Fine-tuning Gemma 2b model to create GemmaCare0625-LoRA.

In [None]:
import os

# Set HF token if needed
# os.environ["HF_TOKEN"] = "your_token_here"

## Install Dependencies

In [None]:
%pip install unsloth --upgrade --no-cache-dir
import torch
if torch.cuda.get_device_capability()[0] >= 8:
    %pip install --no-deps packaging ninja einops "flash-attn>=2.6.3"

## Load Model

In [None]:
from unsloth import FastLanguageModel
import torch

max_seq_length = 2048

model, tokenizer = FastLanguageModel.from_pretrained(
    model_name = "unsloth/gemma-2-2b",
    max_seq_length = max_seq_length,
    dtype = None,        # None for auto detection.
    load_in_4bit = True, # Use 4bit quantization to reduce memory usage.
)

## Load Local Dataset

In [None]:
from datasets import load_dataset
import os

# Load local dataset
dataset_path = os.path.join("..", "data", "train.jsonl")
dataset = load_dataset("json", data_files=dataset_path, split="train")

In [None]:
# Check dataset sample
print(dataset[0])

## Prompt Template

In [None]:
alpaca_prompt_template = """Below is an instruction that describes a task, paired with an input that provides further context. Write a response that appropriately completes the request.

### Instruction:
{}

### Input:
{}

### Response:
{}"""

EOS_TOKEN = tokenizer.eos_token # EOS_TOKEN is necessary.

## Format Dataset

In [None]:
def formatting_prompts_func(examples):
    instructions = examples["instruction"]
    inputs       = examples["input"]
    outputs      = examples["output"]
    # EOS_TOKEN is necessary, otherwise your generation will go on forever!
    texts = [alpaca_prompt_template.format(instruction, input, output) + EOS_TOKEN
                                  for instruction, input, output in
                                  zip(instructions, inputs, outputs)]
    return { "text" : texts, }
pass

dataset = dataset.map(formatting_prompts_func, batched = True,)

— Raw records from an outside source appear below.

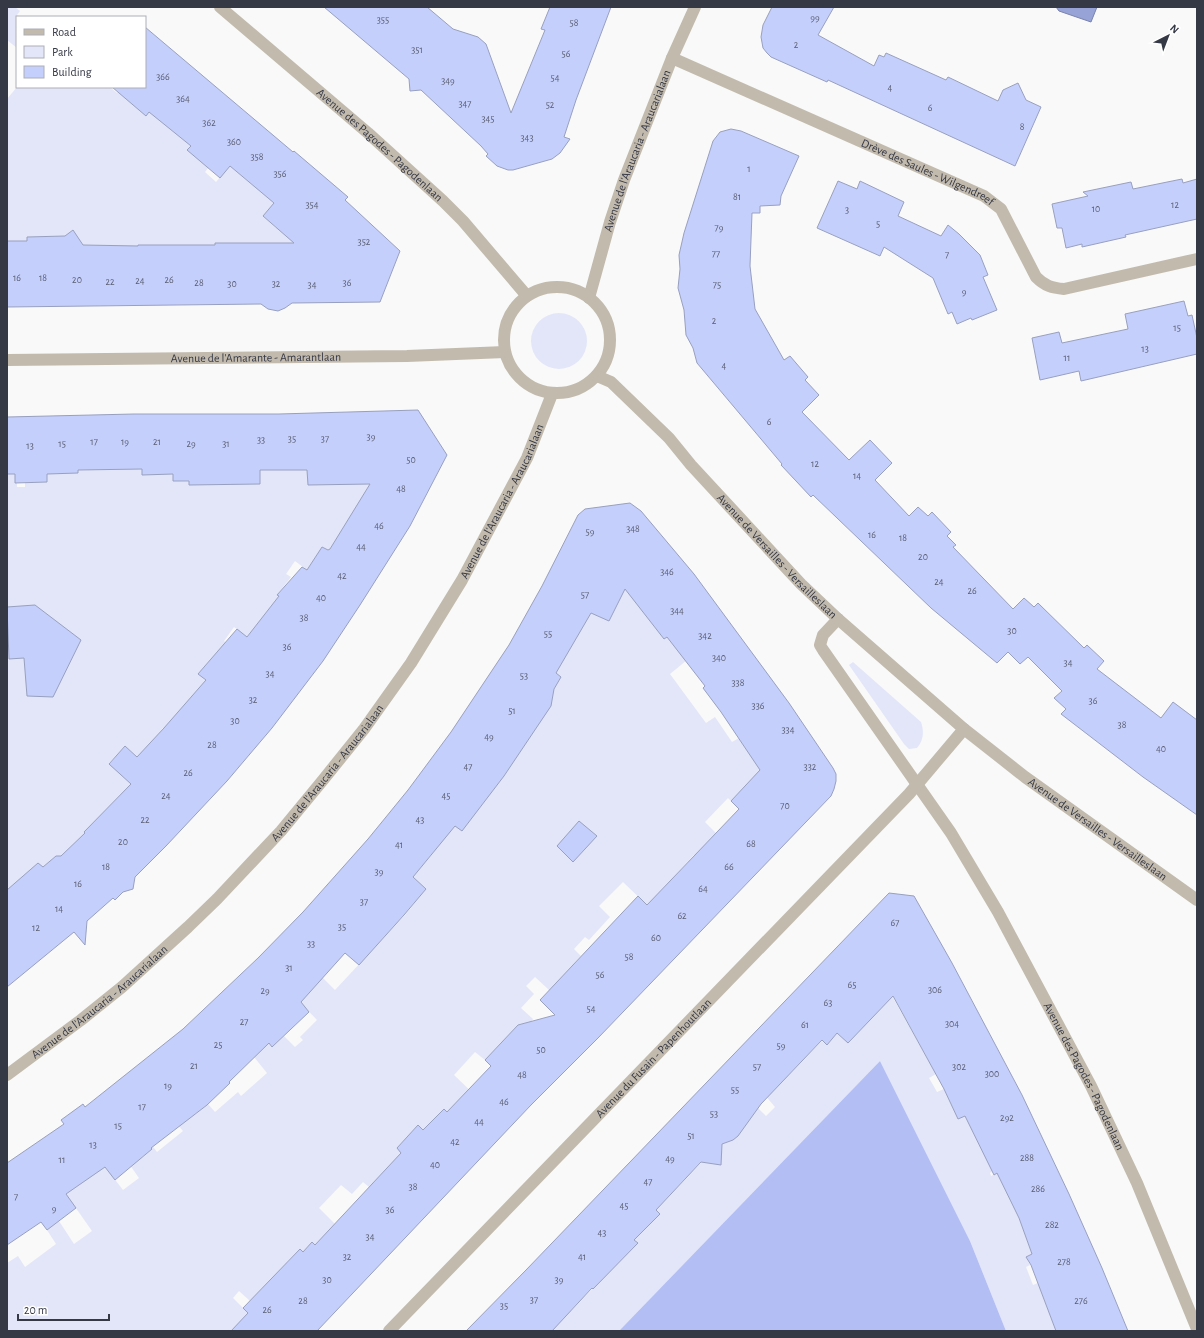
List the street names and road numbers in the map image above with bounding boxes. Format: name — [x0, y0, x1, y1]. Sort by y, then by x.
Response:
street label: Avenue de l'Araucaria - Araucarialaan — [602, 68, 673, 233]
street label: Avenue des Pagodes - Pagodenlaan — [314, 86, 445, 204]
street label: Drève des Saules - Wilgendreef — [860, 137, 998, 208]
street label: Avenue de l'Amarante - Amarantlaan — [171, 351, 341, 364]
street label: Avenue de l'Araucaria - Araucarialaan — [458, 422, 546, 581]
street label: Avenue de Versailles - Versailleslaan — [715, 491, 839, 621]
street label: Avenue de l'Araucaria - Araucarialaan — [269, 702, 386, 844]
street label: Avenue de Versailles - Versailleslaan — [1026, 775, 1169, 883]
street label: Avenue de l'Araucaria - Araucarialaan — [29, 943, 170, 1061]
street label: Avenue du Fusain - Papenhoutlaan — [593, 996, 713, 1120]
street label: Avenue des Pagodes - Pagodenlaan — [1042, 1001, 1126, 1152]

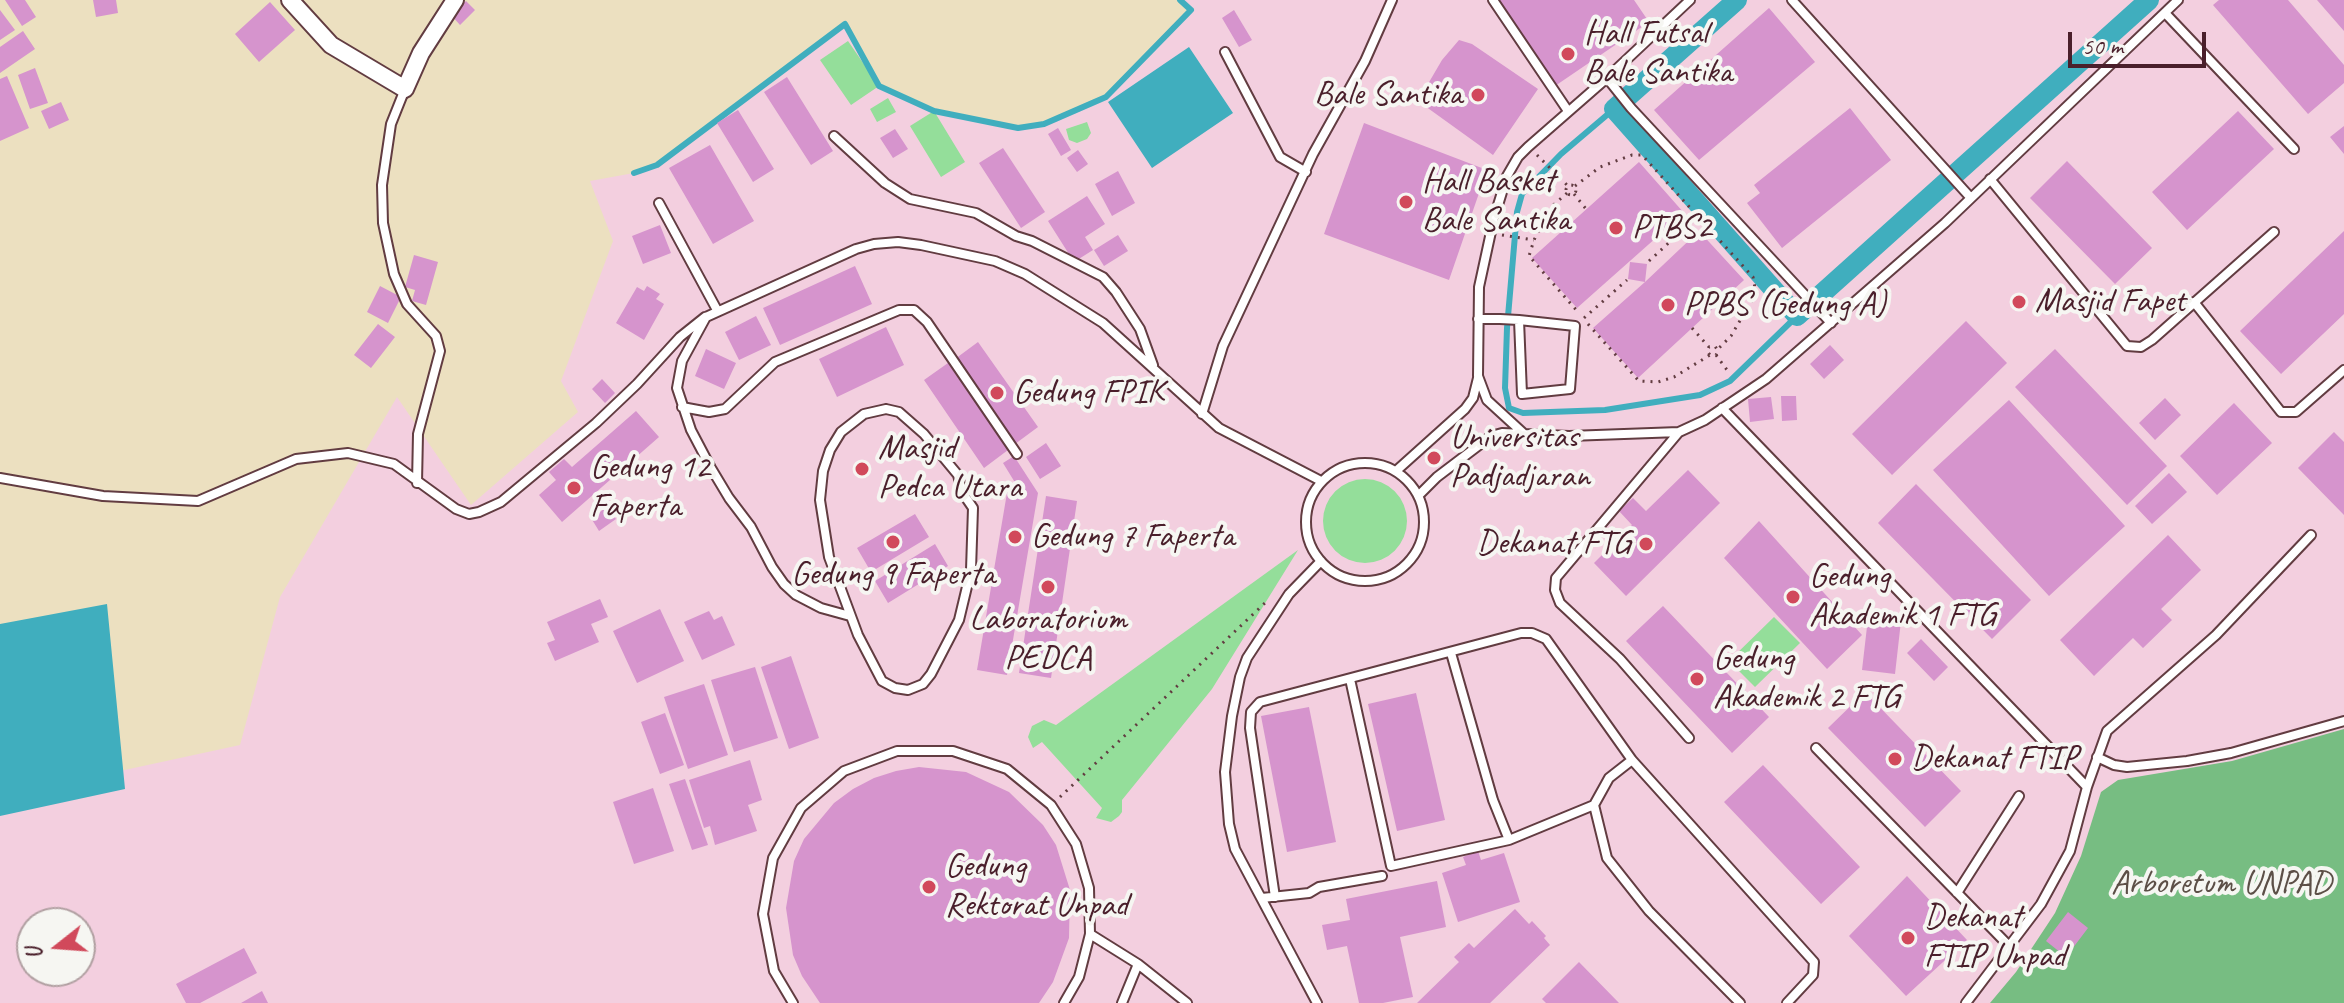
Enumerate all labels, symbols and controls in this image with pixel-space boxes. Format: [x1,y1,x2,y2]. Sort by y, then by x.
place label: Hall Futsal Bale Santika [1584,14,1732,94]
scale bar [2072,16,2210,66]
text: 50 m [2082,31,2123,61]
marker: Hall Futsal Bale Santika [1559,45,1577,63]
place label: Bale Santika [1314,75,1462,115]
marker: Bale Santika [1469,86,1487,104]
place label: Hall Basket Bale Santika [1422,162,1570,242]
marker: Hall Basket Bale Santika [1397,193,1415,211]
place label: PTBS2 [1632,208,1712,248]
marker: PTBS2 [1607,219,1625,237]
place label: Masjid Fapet [2035,282,2185,322]
place label: PPBS (Gedung A) [1684,285,1886,325]
marker: Masjid Fapet [2010,293,2028,311]
marker: PPBS (Gedung A) [1659,296,1677,314]
place label: Gedung FPIK [1013,373,1164,413]
marker: Gedung FPIK [988,384,1006,402]
place label: Universitas Padjadjaran [1450,418,1590,498]
place label: Masjid Pedca Utara [878,429,1021,508]
place label: Gedung 12 Faperta [590,448,710,528]
marker: Universitas Padjadjaran [1425,449,1443,467]
marker: Masjid Pedca Utara [853,460,871,478]
marker: Gedung 12 Faperta [565,479,583,497]
place label: Gedung 7 Faperta [1031,517,1234,557]
place label: Dekanat FTG [1477,524,1630,564]
marker: Gedung 7 Faperta [1006,528,1024,546]
marker: Gedung 9 Faperta [884,533,902,551]
marker: Dekanat FTG [1637,535,1655,553]
place label: Gedung 9 Faperta [791,555,995,595]
place label: Gedung Akademik 1 FTG [1809,557,1995,636]
marker: Laboratorium PEDCA [1039,578,1057,596]
marker: Gedung Akademik 1 FTG [1784,588,1802,606]
place label: Laboratorium PEDCA [969,600,1127,680]
place label: Gedung Akademik 2 FTG [1713,639,1899,718]
marker: Gedung Akademik 2 FTG [1688,670,1706,688]
place label: Dekanat FTIP [1911,739,2077,779]
marker: Dekanat FTIP [1886,750,1904,768]
place label: Gedung Rektorat Unpad [945,847,1128,926]
park label: Arboretum UNPAD [2111,864,2331,904]
marker: Gedung Rektorat Unpad [920,878,938,896]
place label: Dekanat FTIP Unpad [1924,898,2066,978]
north arrow [16,907,96,987]
marker: Dekanat FTIP Unpad [1899,929,1917,947]
text: U [20,944,50,963]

## Initial Inference (Before Training)

Let's test the model before training to see baseline performance.

In [None]:
# Test model before training
from transformers import TextStreamer

# Prepare model for inference
FastLanguageModel.for_inference(model)

# Test with a sample prompt
test_prompt = alpaca_prompt_template.format(
    "What is artificial intelligence?",
    "",
    ""
)

inputs = tokenizer([test_prompt], return_tensors="pt").to("cuda")
text_streamer = TextStreamer(tokenizer)

print("=== BEFORE TRAINING ===")
with torch.no_grad():
    _ = model.generate(**inputs, streamer=text_streamer, max_new_tokens=100)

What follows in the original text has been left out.